__EXTRACTED MATERIAL__.
*****
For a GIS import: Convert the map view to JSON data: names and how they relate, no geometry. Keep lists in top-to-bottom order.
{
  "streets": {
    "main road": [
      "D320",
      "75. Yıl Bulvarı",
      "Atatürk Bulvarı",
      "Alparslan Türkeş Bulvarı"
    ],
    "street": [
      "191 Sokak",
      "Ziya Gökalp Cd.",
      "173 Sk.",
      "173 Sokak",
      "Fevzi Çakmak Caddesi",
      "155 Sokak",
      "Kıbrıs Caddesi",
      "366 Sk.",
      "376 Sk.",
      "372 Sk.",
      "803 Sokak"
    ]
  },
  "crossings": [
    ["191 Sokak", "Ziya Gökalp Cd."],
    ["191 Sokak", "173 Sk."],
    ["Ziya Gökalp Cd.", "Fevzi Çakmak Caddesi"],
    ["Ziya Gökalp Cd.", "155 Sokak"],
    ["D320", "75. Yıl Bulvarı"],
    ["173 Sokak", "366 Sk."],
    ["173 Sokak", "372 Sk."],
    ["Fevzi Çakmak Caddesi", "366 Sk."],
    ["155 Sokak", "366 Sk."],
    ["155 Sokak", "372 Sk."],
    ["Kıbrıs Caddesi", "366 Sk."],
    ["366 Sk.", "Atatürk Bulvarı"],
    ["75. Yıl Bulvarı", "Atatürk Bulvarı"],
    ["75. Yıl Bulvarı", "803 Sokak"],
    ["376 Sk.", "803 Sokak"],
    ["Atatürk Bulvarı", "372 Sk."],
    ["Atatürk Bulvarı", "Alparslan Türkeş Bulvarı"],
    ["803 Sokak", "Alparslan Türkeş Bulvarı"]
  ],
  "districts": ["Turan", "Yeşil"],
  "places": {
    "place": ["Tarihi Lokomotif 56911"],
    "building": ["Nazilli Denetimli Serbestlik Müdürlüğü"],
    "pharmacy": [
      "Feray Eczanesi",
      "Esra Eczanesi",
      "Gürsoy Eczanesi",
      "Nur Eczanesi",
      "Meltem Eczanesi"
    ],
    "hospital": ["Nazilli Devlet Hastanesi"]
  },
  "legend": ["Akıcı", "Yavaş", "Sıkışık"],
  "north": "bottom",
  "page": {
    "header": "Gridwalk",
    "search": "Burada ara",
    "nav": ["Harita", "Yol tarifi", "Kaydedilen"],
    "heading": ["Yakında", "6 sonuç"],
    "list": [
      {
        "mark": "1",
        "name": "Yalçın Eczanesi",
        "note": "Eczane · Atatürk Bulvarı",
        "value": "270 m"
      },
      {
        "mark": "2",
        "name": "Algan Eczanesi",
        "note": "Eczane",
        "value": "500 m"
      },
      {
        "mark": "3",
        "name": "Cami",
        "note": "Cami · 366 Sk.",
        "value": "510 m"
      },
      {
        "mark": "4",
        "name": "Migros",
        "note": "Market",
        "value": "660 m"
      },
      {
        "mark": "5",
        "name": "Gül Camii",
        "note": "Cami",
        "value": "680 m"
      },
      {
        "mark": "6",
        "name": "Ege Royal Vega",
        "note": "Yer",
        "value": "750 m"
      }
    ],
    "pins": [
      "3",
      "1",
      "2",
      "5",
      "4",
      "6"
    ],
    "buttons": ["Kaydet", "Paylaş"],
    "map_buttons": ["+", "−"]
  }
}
*****
__WHAT IS EXPECTED__. Copy out the material above in full.

__RESULT__.
For a GIS import: Convert the map view to JSON data: names and how they relate, no geometry. Keep lists in top-to-bottom order.
{
  "streets": {
    "main road": [
      "D320",
      "75. Yıl Bulvarı",
      "Atatürk Bulvarı",
      "Alparslan Türkeş Bulvarı"
    ],
    "street": [
      "191 Sokak",
      "Ziya Gökalp Cd.",
      "173 Sk.",
      "173 Sokak",
      "Fevzi Çakmak Caddesi",
      "155 Sokak",
      "Kıbrıs Caddesi",
      "366 Sk.",
      "376 Sk.",
      "372 Sk.",
      "803 Sokak"
    ]
  },
  "crossings": [
    ["191 Sokak", "Ziya Gökalp Cd."],
    ["191 Sokak", "173 Sk."],
    ["Ziya Gökalp Cd.", "Fevzi Çakmak Caddesi"],
    ["Ziya Gökalp Cd.", "155 Sokak"],
    ["D320", "75. Yıl Bulvarı"],
    ["173 Sokak", "366 Sk."],
    ["173 Sokak", "372 Sk."],
    ["Fevzi Çakmak Caddesi", "366 Sk."],
    ["155 Sokak", "366 Sk."],
    ["155 Sokak", "372 Sk."],
    ["Kıbrıs Caddesi", "366 Sk."],
    ["366 Sk.", "Atatürk Bulvarı"],
    ["75. Yıl Bulvarı", "Atatürk Bulvarı"],
    ["75. Yıl Bulvarı", "803 Sokak"],
    ["376 Sk.", "803 Sokak"],
    ["Atatürk Bulvarı", "372 Sk."],
    ["Atatürk Bulvarı", "Alparslan Türkeş Bulvarı"],
    ["803 Sokak", "Alparslan Türkeş Bulvarı"]
  ],
  "districts": ["Turan", "Yeşil"],
  "places": {
    "place": ["Tarihi Lokomotif 56911"],
    "building": ["Nazilli Denetimli Serbestlik Müdürlüğü"],
    "pharmacy": [
      "Feray Eczanesi",
      "Esra Eczanesi",
      "Gürsoy Eczanesi",
      "Nur Eczanesi",
      "Meltem Eczanesi"
    ],
    "hospital": ["Nazilli Devlet Hastanesi"]
  },
  "legend": ["Akıcı", "Yavaş", "Sıkışık"],
  "north": "bottom",
  "page": {
    "header": "Gridwalk",
    "search": "Burada ara",
    "nav": ["Harita", "Yol tarifi", "Kaydedilen"],
    "heading": ["Yakında", "6 sonuç"],
    "list": [
      {
        "mark": "1",
        "name": "Yalçın Eczanesi",
        "note": "Eczane · Atatürk Bulvarı",
        "value": "270 m"
      },
      {
        "mark": "2",
        "name": "Algan Eczanesi",
        "note": "Eczane",
        "value": "500 m"
      },
      {
        "mark": "3",
        "name": "Cami",
        "note": "Cami · 366 Sk.",
        "value": "510 m"
      },
      {
        "mark": "4",
        "name": "Migros",
        "note": "Market",
        "value": "660 m"
      },
      {
        "mark": "5",
        "name": "Gül Camii",
        "note": "Cami",
        "value": "680 m"
      },
      {
        "mark": "6",
        "name": "Ege Royal Vega",
        "note": "Yer",
        "value": "750 m"
      }
    ],
    "pins": [
      "3",
      "1",
      "2",
      "5",
      "4",
      "6"
    ],
    "buttons": ["Kaydet", "Paylaş"],
    "map_buttons": ["+", "−"]
  }
}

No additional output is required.